The leadership practice of Challenge the Process showed a significant positive relationship with the other four leadership practices mentioned about which were Inspire a Shared Vision (r=0.738, p<0.01), Enable Others to Act (r=0.532, p<0.01), Model the Way (r=0.731, p<0.01), and Encourage the heart (r=0.618, p<0.01).

Furthermore, the leadership practice of Inspired a Shared Vision showed a significant positive relationship with Enable Others to Act (r=0.663, p<0.01), Model the Way (r=0.690, p<0.01), and Encourage the heart (r=0.587, p<0.01).

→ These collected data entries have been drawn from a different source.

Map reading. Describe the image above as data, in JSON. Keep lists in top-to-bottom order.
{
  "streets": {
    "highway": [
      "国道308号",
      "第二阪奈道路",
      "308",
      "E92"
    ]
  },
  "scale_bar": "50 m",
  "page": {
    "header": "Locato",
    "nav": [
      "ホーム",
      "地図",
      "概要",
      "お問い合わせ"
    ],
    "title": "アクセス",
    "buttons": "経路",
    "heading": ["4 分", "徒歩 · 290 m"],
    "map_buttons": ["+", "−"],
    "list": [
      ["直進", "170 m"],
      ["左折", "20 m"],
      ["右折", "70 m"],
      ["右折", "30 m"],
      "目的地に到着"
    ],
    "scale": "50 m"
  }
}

The leadership practice of Enable Other to Act also showed a significant positive relationship with Model the Way (r=0.656, p<0.01), and Encourage the heart (r=0.580, p<0.01). Lastly, the leadership practice of Model the Way indicated a significant positive relationship with Encourage the Heart (r=0.667, p<0.01).

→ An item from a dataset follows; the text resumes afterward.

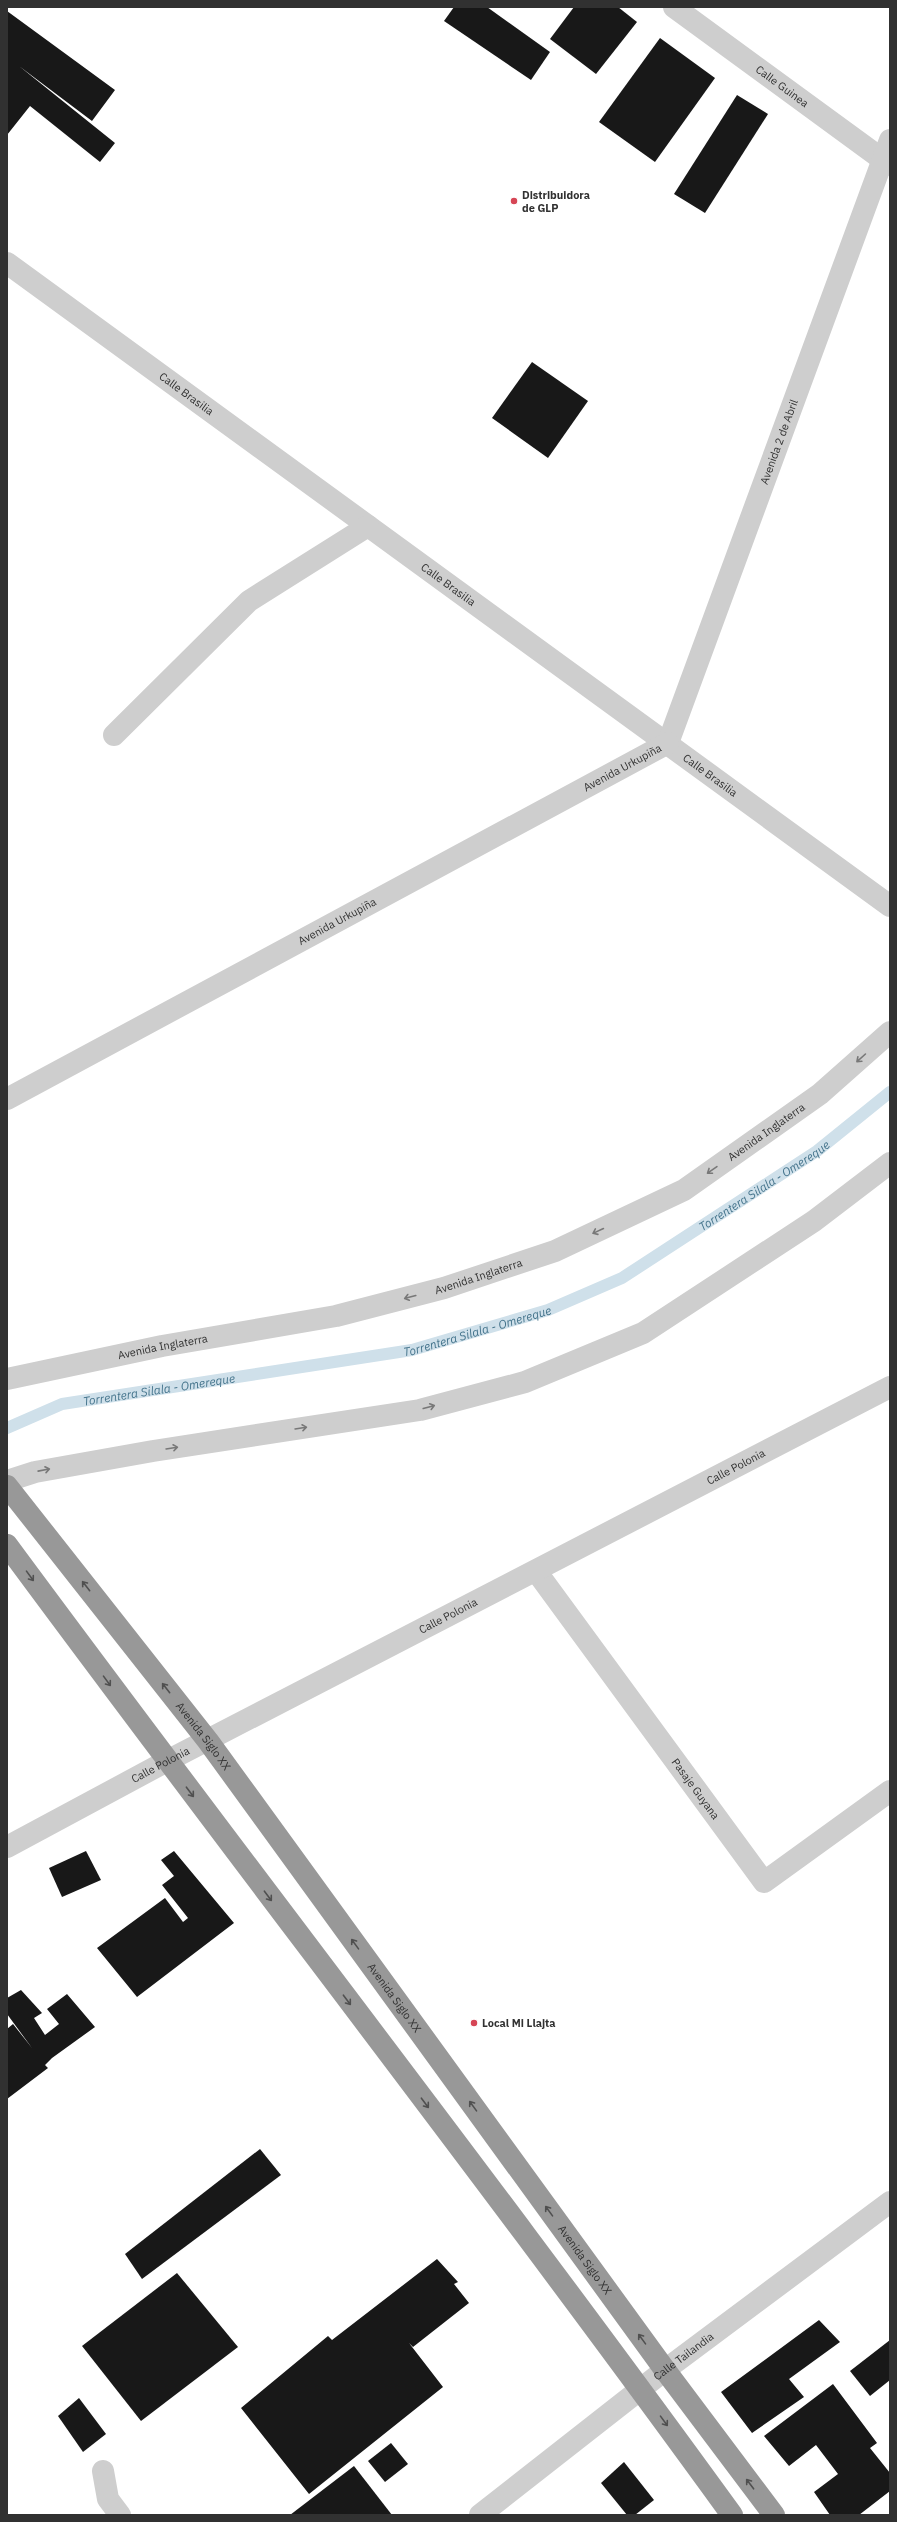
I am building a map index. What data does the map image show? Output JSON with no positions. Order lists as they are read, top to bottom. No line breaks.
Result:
{"streets":{"highway":["Avenida Siglo XX"],"street":["Calle Guinea","Calle Brasilia","Avenida 2 de Abril","Avenida Urkupiña","Avenida Inglaterra","Calle Polonia","Pasaje Guyana","Calle Tailandia"]},"crossings":[["Calle Guinea","Avenida 2 de Abril"],["Calle Brasilia","Avenida 2 de Abril"],["Calle Brasilia","Avenida Urkupiña"],["Avenida 2 de Abril","Avenida Urkupiña"],["Calle Polonia","Avenida Siglo XX"],["Calle Polonia","Pasaje Guyana"],["Avenida Siglo XX","Calle Tailandia"]],"water":["Torrentera Silala - Omereque"],"places":["Distribuidora de GLP","Local Mi Llajta"]}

The results of the analysis showed that the five dimensions of leadership practices were interact with each other and influenced by each other.

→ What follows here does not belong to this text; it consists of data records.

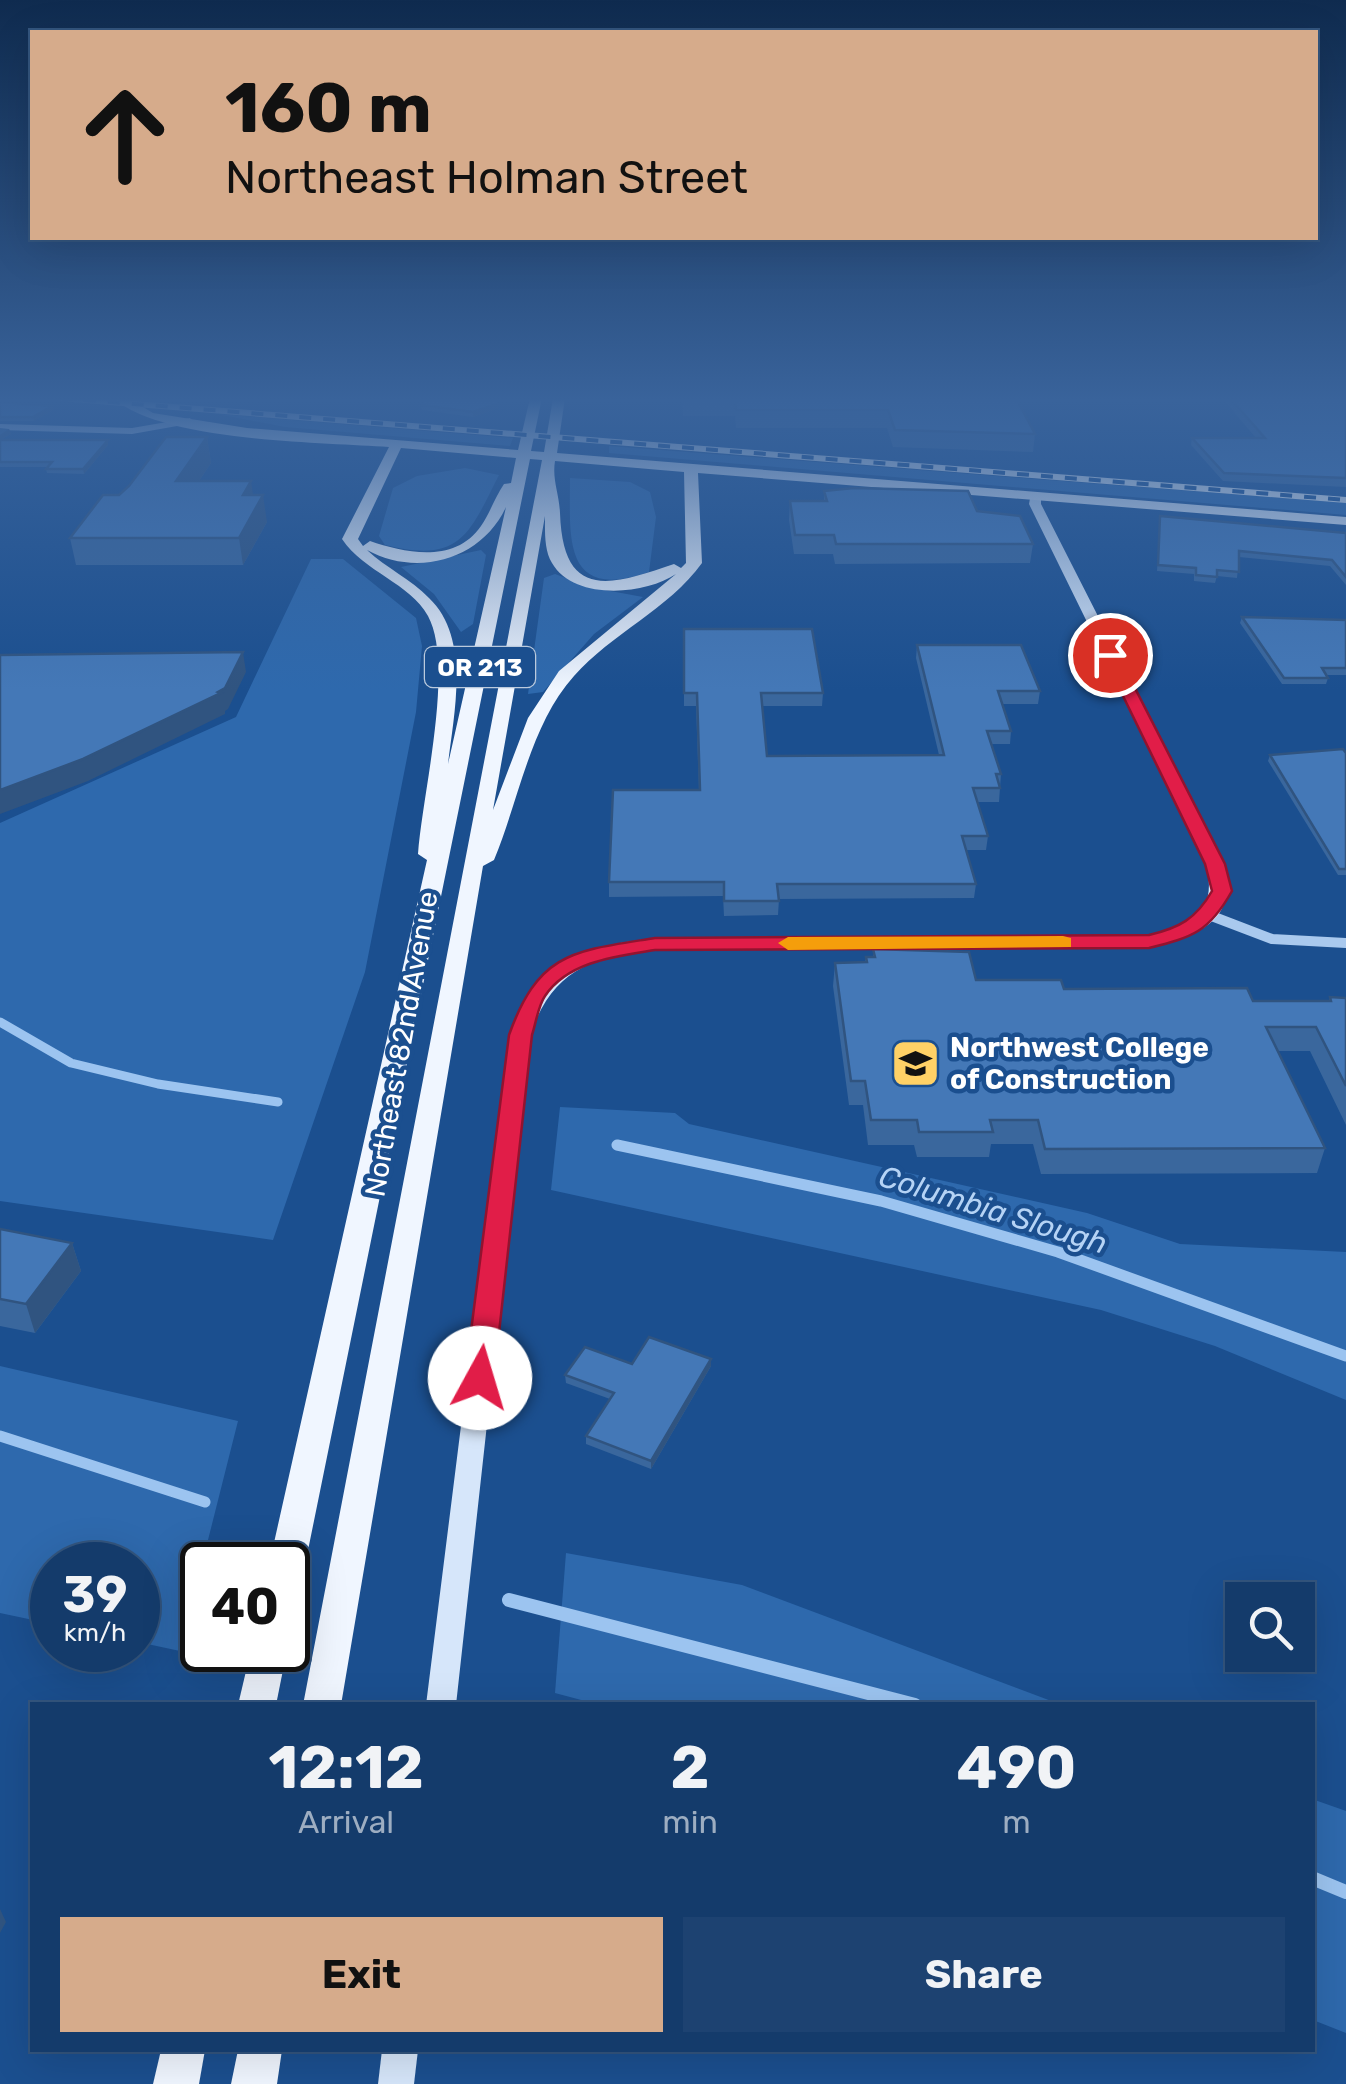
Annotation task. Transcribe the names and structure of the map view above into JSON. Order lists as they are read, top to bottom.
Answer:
{
  "streets": {
    "main road": ["OR 213", "Northeast 82nd Avenue"]
  },
  "water": ["Columbia Slough"],
  "places": {
    "school or university": ["Northwest College of Construction"]
  },
  "page": {
    "turn": ["160 m", "Northeast Holman Street"],
    "speed": "39 km/h",
    "limit": "40",
    "eta": [
      "12:12",
      "Arrival",
      "2",
      "min",
      "490",
      "m"
    ],
    "buttons": ["Exit", "Share"]
  }
}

4.6 The Relationships between Each of Five Leadership Practices and Organizational Commitment

The objective of this research was to determine the extent of the influent of Kouzes and Posner's (2003) five dimensions of leadership practices independently on organizational commitment among managers in Malaysia. The relationships between the five independent variables, leadership practices and one dependent variable were analyzed. The five independent variables were challenge the process, inspire a shared vision, enable others to act, model the way, and encourage the heart. The dependent variable was organizational commitment. The results of the analysis were illustrated in Table 5.

Table 5: Simple Linear Regression of the Five Leadership Practices and Organizational Commitment

Leadership Practices

Standardized Coefficients (β)

Coefficients Determination (r2)

Challenge the Process

0.497

0.247

Inspire a shared vision

0.518

0.268

Enable others to act

0.370

0.137

Model the way

0.428

0.183

Encourage the heart

0.354

0.126

Note: Significant at the 0.0001 level

Table 4 indicated that all the five leadership practices were significantly related with organizational commitment. All of those relationships were significant at p<0.0001 level. The table showed that leadership practice of inspired a shared vision has the strongest relationship with organizational commitment (β=0.518, r2=0.268). It was followed by challenge the process (β=0.497, r2=0.247), model the way (β=0.428, r2=0.183), and enable others to act (β=0.370, r2=0.137). The weakest relationship was illustrated by encourage the heart (β=0.354, r2=0.126).

4.7 Summary

The purpose of this chapter was to analyze the relationship between each of five leadership practices and organizational commitment. In particular, attention was given to the following five leadership practices: Challenge the process, Inspire a shared vision, Enable others to act, Model the way, and Encourage the heart. The results include demographic information on 100 respondents and relationship between each of the five leadership practices and organizational commitment among managers. A significant positive relationship was established by this study.